LLM Tool Use Needs Guardrails: Without explicit instructions to actually call tools, the model sometimes "pretends" to have read documents or searched for cases. We learned to be very direct in system prompts about when and how to use each tool.

Streaming Complexity Compounds: Each additional stream type (text, audio, citations, tool calls) multiplies the edge cases. We gained appreciation for robust SSE parsing and state machine design.

Legal Domain Has Unique Requirements: Legal professionals expect precise citations, formal document formatting, and role-appropriate language. Generic AI assistant patterns needed significant adaptation for this domain.

What's next for Moot

Expanded Document Types: Support for analyzing contracts, depositions, and case files with structured extraction of key clauses, dates, and party information.

Session Recording and Review: Record practice sessions for later playback with AI-generated feedback on argument structure, citation usage, and delivery.

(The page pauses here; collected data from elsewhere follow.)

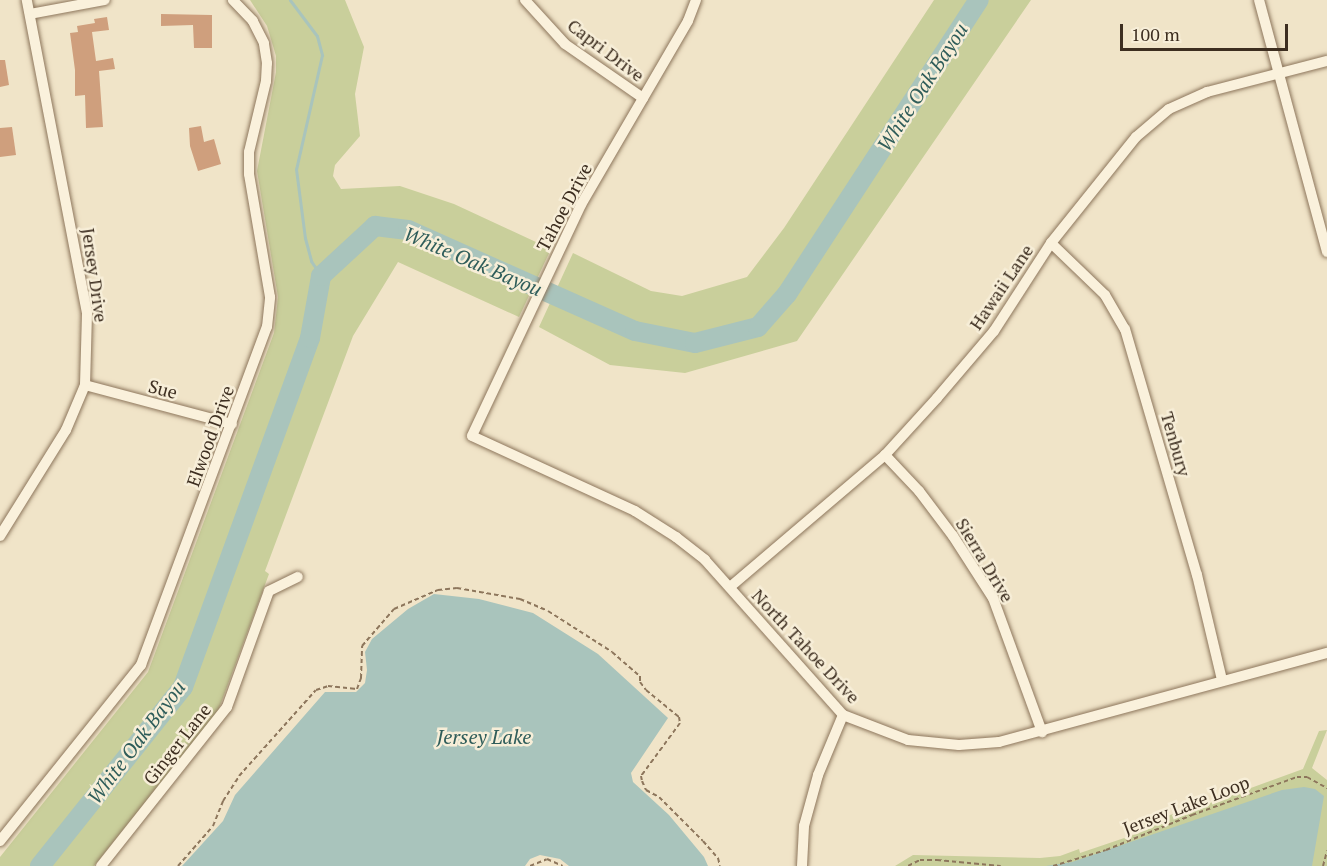 <!DOCTYPE html>
<html>
<head>
<meta charset="utf-8">
<style>
  body { margin:0 }
  #map { position:relative; width:1327px; height:866px; overflow:hidden; background:#f0e4c8; font-family:"PT Serif",serif }
  div>[style] { position:absolute }
  [style*='--x'] { left:calc(var(--x)*1px); top:calc(var(--y)*1px); width:calc(var(--w)*1px); rotate:calc(var(--a)*1deg) }
  .green>* { inset:0; background:#c9cf9b }
  .water>* { inset:0; background:#a9c4bc }
  .stream>* { height:3px; margin:-1.5px; padding:0 1.5px; transform-origin:1.5px; border-radius:1.5px; background:#a9c4bc }
  .river>* { height:20px; margin:-10px; padding:0 10px; transform-origin:10px; border-radius:10px; background:#a9c4bc }
  .building>* { inset:0; background:#cf9f7d }
  .path>* { height:2px; margin-top:-1px; transform-origin:0; background:repeating-linear-gradient(90deg,#8d765c 0 4.5px,transparent 0 7.5px) }
  .roads { filter:drop-shadow(0 0 2px #8d765c) drop-shadow(0 0 2px #8d765c) }
  .street>* { height:10px; margin:-5px; padding:0 5px; transform-origin:5px; border-radius:5px; background:#faf1dc }
  span { translate:-50% -50%; white-space:nowrap; text-align:center; line-height:1.15; -webkit-text-stroke:5px #f7eed8; paint-order:stroke }
  .street-label { font-size:18px; color:#3d2e20 }
  .water-label { font-size:20px; color:#2f5d5a; font-style:italic }
  .scale { position:absolute; left:1120px; top:24px; width:168px; height:27px; box-sizing:border-box; border:3px solid #3d2e20; border-top:0; padding-left:8px; font-size:18px; line-height:21px; white-space:nowrap; color:#3d2e20; -webkit-text-stroke:4px #f7eed8; paint-order:stroke }
</style>
</head>
<body>
<div id="map">
  <div class="green">
    <i style="clip-path:polygon(250px 0,345px 0,364px 47px,355px 94px,360px 136px,335px 165px,333px 176px,341px 189px,400px 186px,454px 204px,551px 249px,519px 317px,398px 262px,353px 336px,265px 571px,269px 574px,218px 711px,94px 866px,0 866px,0 857px,148px 672px,274px 333px,278px 297px,257px 171px,276px 72px,276px 56px,267px 26px)"></i>
    <i style="clip-path:polygon(934px 0,1031px 0,797px 341px,685px 373px,610px 365px,539px 327px,573px 253px,651px 291px,682px 296px,747px 277px,784px 228px)"></i>
    <i style="clip-path:polygon(1327px 730px,1312px 768px,1327px 780px,1327px 866px,895px 866px,913px 855px,1040px 858px,1060px 856px,1079px 849px,1080px 853px,1139px 833px,1137px 824px,1199px 807px,1303px 769px,1319px 731px)"></i>
  </div>
  <div class="water">
    <i style="clip-path:polygon(434px 594px,479px 599px,533px 613px,598px 654px,668px 718px,631px 773px,633px 782px,669px 815px,704px 857px,708px 866px,569px 866px,560px 859px,540px 855px,530px 859px,525px 866px,182px 866px,223px 821px,235px 795px,325px 692px,356px 692px,365px 683px,367px 670px,365px 652px,372px 639px,408px 609px)"></i>
    <i style="clip-path:polygon(1304px 787px,1315px 789px,1324px 796px,1312px 866px,1046px 866px,1072px 862px,1282px 790px)"></i>
  </div>
  <div class="stream">
    <i style="--x:290;--y:0;--w:45;--a:53.1"></i>
    <i style="--x:317;--y:36;--w:20;--a:75"></i>
    <i style="--x:322;--y:55;--w:117;--a:102.8"></i>
    <i style="--x:296;--y:169;--w:70;--a:82.6"></i>
    <i style="--x:305;--y:238;--w:24;--a:75"></i>
    <i style="--x:311;--y:261;--w:18;--a:56"></i>
  </div>
  <div class="river">
    <i style="--x:40;--y:866;--w:229;--a:-51.4"></i>
    <i style="--x:183;--y:687;--w:371;--a:-70"></i>
    <i style="--x:310;--y:338;--w:63;--a:-79.9"></i>
    <i style="--x:321;--y:276;--w:74;--a:-42.8"></i>
    <i style="--x:375;--y:226;--w:33;--a:7"></i>
    <i style="--x:408;--y:230;--w:248;--a:24"></i>
    <i style="--x:635;--y:331;--w:61;--a:11.3"></i>
    <i style="--x:695;--y:343;--w:65;--a:-14.3"></i>
    <i style="--x:758;--y:327;--w:44;--a:-48.7"></i>
    <i style="--x:787;--y:294;--w:351;--a:-56.9"></i>
  </div>
  <div class="building">
    <i style="clip-path:polygon(161px 14px,212px 15px,212px 48px,194px 48px,193px 25px,161px 26px)"></i>
    <i style="clip-path:polygon(107px 17px,109px 30px,92px 32px,96px 61px,113px 58px,115px 69px,99px 71px,103px 127px,86px 128px,85px 95px,75px 96px,75px 70px,70px 33px,78px 32px,77px 26px,95px 23px,94px 19px)"></i>
    <i style="clip-path:polygon(0 60px,5px 60px,9px 85px,0 87px)"></i>
    <i style="clip-path:polygon(201px 126px,204px 142px,214px 139px,221px 164px,198px 171px,190px 146px,189px 128px)"></i>
    <i style="clip-path:polygon(12px 127px,16px 155px,0 157px,0 128px)"></i>
  </div>
  <div class="path">
    <i style="--x:178;--y:866;--w:53;--a:-48.8"></i>
    <i style="--x:213;--y:826;--w:27;--a:-68"></i>
    <i style="--x:223;--y:801;--w:30;--a:-57"></i>
    <i style="--x:239;--y:776;--w:115;--a:-48.2"></i>
    <i style="--x:316;--y:690;--w:13;--a:-18"></i>
    <i style="--x:328;--y:686;--w:29;--a:6"></i>
    <i style="--x:357;--y:689;--w:12;--a:-70"></i>
    <i style="--x:361;--y:678;--w:32;--a:-88"></i>
    <i style="--x:362;--y:646;--w:49;--a:-49.1"></i>
    <i style="--x:394;--y:609;--w:48;--a:-23.4"></i>
    <i style="--x:438;--y:590;--w:19;--a:-6"></i>
    <i style="--x:457;--y:588;--w:64;--a:9.9"></i>
    <i style="--x:520;--y:599;--w:30;--a:23"></i>
    <i style="--x:548;--y:611;--w:76;--a:32.6"></i>
    <i style="--x:612;--y:652;--w:37;--a:41"></i>
    <i style="--x:640;--y:676;--w:6;--a:90"></i>
    <i style="--x:640;--y:682;--w:10;--a:53"></i>
    <i style="--x:646;--y:690;--w:43;--a:39.3"></i>
    <i style="--x:679;--y:717;--w:6;--a:81"></i>
    <i style="--x:680;--y:723;--w:66;--a:126.3"></i>
    <i style="--x:641;--y:776;--w:5;--a:79"></i>
    <i style="--x:642;--y:781;--w:10;--a:66"></i>
    <i style="--x:646;--y:790;--w:15;--a:28"></i>
    <i style="--x:659;--y:797;--w:62;--a:45"></i>
    <i style="--x:703;--y:841;--w:23;--a:49"></i>
    <i style="--x:718;--y:858;--w:8;--a:76"></i>
    <i style="--x:530;--y:866;--w:18;--a:-22"></i>
    <i style="--x:547;--y:859;--w:17;--a:24"></i>
    <i style="--x:908;--y:866;--w:13;--a:-27"></i>
    <i style="--x:920;--y:860;--w:17;--a:0"></i>
    <i style="--x:937;--y:860;--w:64;--a:5.4"></i>
    <i style="--x:1053;--y:866;--w:55;--a:-16.8"></i>
    <i style="--x:1106;--y:850;--w:93;--a:-22.1"></i>
    <i style="--x:1192;--y:815;--w:112;--a:-19.9"></i>
    <i style="--x:1297;--y:777;--w:10;--a:0"></i>
    <i style="--x:1307;--y:777;--w:23;--a:29"></i>
    <i style="--x:1323;--y:866;--w:16;--a:-75"></i>
  </div>
  <div class="roads">
    <div class="street">
      <i style="--x:525;--y:0;--w:59;--a:47.7"></i>
      <i style="--x:565;--y:44;--w:95;--a:34.7"></i>
      <i style="--x:696;--y:0;--w:22;--a:111"></i>
      <i style="--x:688;--y:21;--w:213;--a:120.2"></i>
      <i style="--x:581;--y:205;--w:255;--a:115.3"></i>
      <i style="--x:472;--y:436;--w:179;--a:24.7"></i>
      <i style="--x:635;--y:511;--w:49;--a:32.4"></i>
      <i style="--x:676;--y:537;--w:37;--a:38"></i>
      <i style="--x:705;--y:560;--w:208;--a:48.3"></i>
      <i style="--x:843;--y:715;--w:70;--a:21"></i>
      <i style="--x:908;--y:740;--w:51;--a:5.6"></i>
      <i style="--x:959;--y:745;--w:40;--a:-4.3"></i>
      <i style="--x:999;--y:742;--w:340;--a:-15.2"></i>
      <i style="--x:1259;--y:0;--w:261;--a:74.9"></i>
      <i style="--x:30;--y:14;--w:76;--a:-10.6"></i>
      <i style="--x:1051;--y:243;--w:75;--a:43.9"></i>
      <i style="--x:1105;--y:295;--w:39;--a:60"></i>
      <i style="--x:1125;--y:329;--w:256;--a:73.7"></i>
      <i style="--x:1197;--y:575;--w:108;--a:76.6"></i>
      <i style="--x:85;--y:385;--w:152;--a:14.9"></i>
      <i style="--x:885;--y:455;--w:50;--a:46.6"></i>
      <i style="--x:919;--y:491;--w:56;--a:52.9"></i>
      <i style="--x:953;--y:536;--w:74;--a:57.2"></i>
      <i style="--x:993;--y:598;--w:143;--a:69.9"></i>
      <i style="--x:0;--y:536;--w:125;--a:-58.1"></i>
      <i style="--x:66;--y:430;--w:49;--a:-67.1"></i>
      <i style="--x:85;--y:385;--w:72;--a:-88.4"></i>
      <i style="--x:87;--y:313;--w:319;--a:-100.9"></i>
      <i style="--x:730;--y:587;--w:204;--a:-40.4"></i>
      <i style="--x:885;--y:455;--w:77;--a:-47.6"></i>
      <i style="--x:937;--y:398;--w:88;--a:-49.6"></i>
      <i style="--x:994;--y:331;--w:105;--a:-57.1"></i>
      <i style="--x:1051;--y:243;--w:136;--a:-51.3"></i>
      <i style="--x:1136;--y:137;--w:43;--a:-40.3"></i>
      <i style="--x:1169;--y:109;--w:42;--a:-24.1"></i>
      <i style="--x:1207;--y:92;--w:124;--a:-14.5"></i>
      <i style="--x:0;--y:841;--w:226;--a:-51.3"></i>
      <i style="--x:141;--y:665;--w:361;--a:-69.6"></i>
      <i style="--x:267;--y:327;--w:30;--a:-84"></i>
      <i style="--x:270;--y:297;--w:125;--a:-99.7"></i>
      <i style="--x:249;--y:174;--w:22;--a:-90"></i>
      <i style="--x:249;--y:152;--w:73;--a:-76.5"></i>
      <i style="--x:266;--y:81;--w:18;--a:-87"></i>
      <i style="--x:267;--y:63;--w:20;--a:-99"></i>
      <i style="--x:264;--y:43;--w:25;--a:-117"></i>
      <i style="--x:253;--y:21;--w:29;--a:-134"></i>
      <i style="--x:101;--y:866;--w:203;--a:-51.6"></i>
      <i style="--x:227;--y:707;--w:123;--a:-70.1"></i>
      <i style="--x:269;--y:591;--w:32;--a:-26"></i>
      <i style="--x:802;--y:866;--w:40;--a:-87.1"></i>
      <i style="--x:804;--y:826;--w:53;--a:-74.6"></i>
      <i style="--x:818;--y:775;--w:65;--a:-67.4"></i>
    </div>
  </div>
  <div class="street-label">
    <span style="left:606px;top:50px;rotate:37deg">Capri Drive</span>
    <span style="left:564px;top:207px;rotate:-62deg">Tahoe Drive</span>
    <span style="left:95px;top:275px;rotate:82deg">Jersey Drive</span>
    <span style="left:1001px;top:287px;rotate:-56deg">Hawaii Lane</span>
    <span style="left:163px;top:389px;rotate:15deg">Sue</span>
    <span style="left:210px;top:436px;rotate:-70deg">Elwood Drive</span>
    <span style="left:1176px;top:444px;rotate:74deg">Tenbury</span>
    <span style="left:985px;top:560px;rotate:59deg">Sierra Drive</span>
    <span style="left:806px;top:646px;rotate:47deg">North Tahoe Drive</span>
    <span style="left:177px;top:744px;rotate:-52deg">Ginger Lane</span>
    <span style="left:1186px;top:805px;rotate:-21deg">Jersey Lake Loop</span>
  </div>
  <div class="water-label">
    <span style="left:922px;top:87px;rotate:-57deg">White Oak Bayou</span>
    <span style="left:473px;top:261px;rotate:23deg">White Oak Bayou</span>
    <span style="left:484px;top:736px">Jersey Lake</span>
    <span style="left:136px;top:742px;rotate:-53deg">White Oak Bayou</span>
  </div>
  <div class="scale">100 m</div>
</div>
</body>
</html>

Multi-Party Simulations: Enable scenarios with multiple AI participants, such as direct examination with both judge interjections and opposing counsel objections.

Performance Analytics: Track improvement over time with metrics on argument coherence, citation accuracy, and response to challenges.

Mobile Application: Native iOS and Android apps optimized for voice-first interaction during commutes or away from desktop.

Integration with Legal Research Platforms: Connect with Westlaw, LexisNexis, and court databases for authoritative case law access.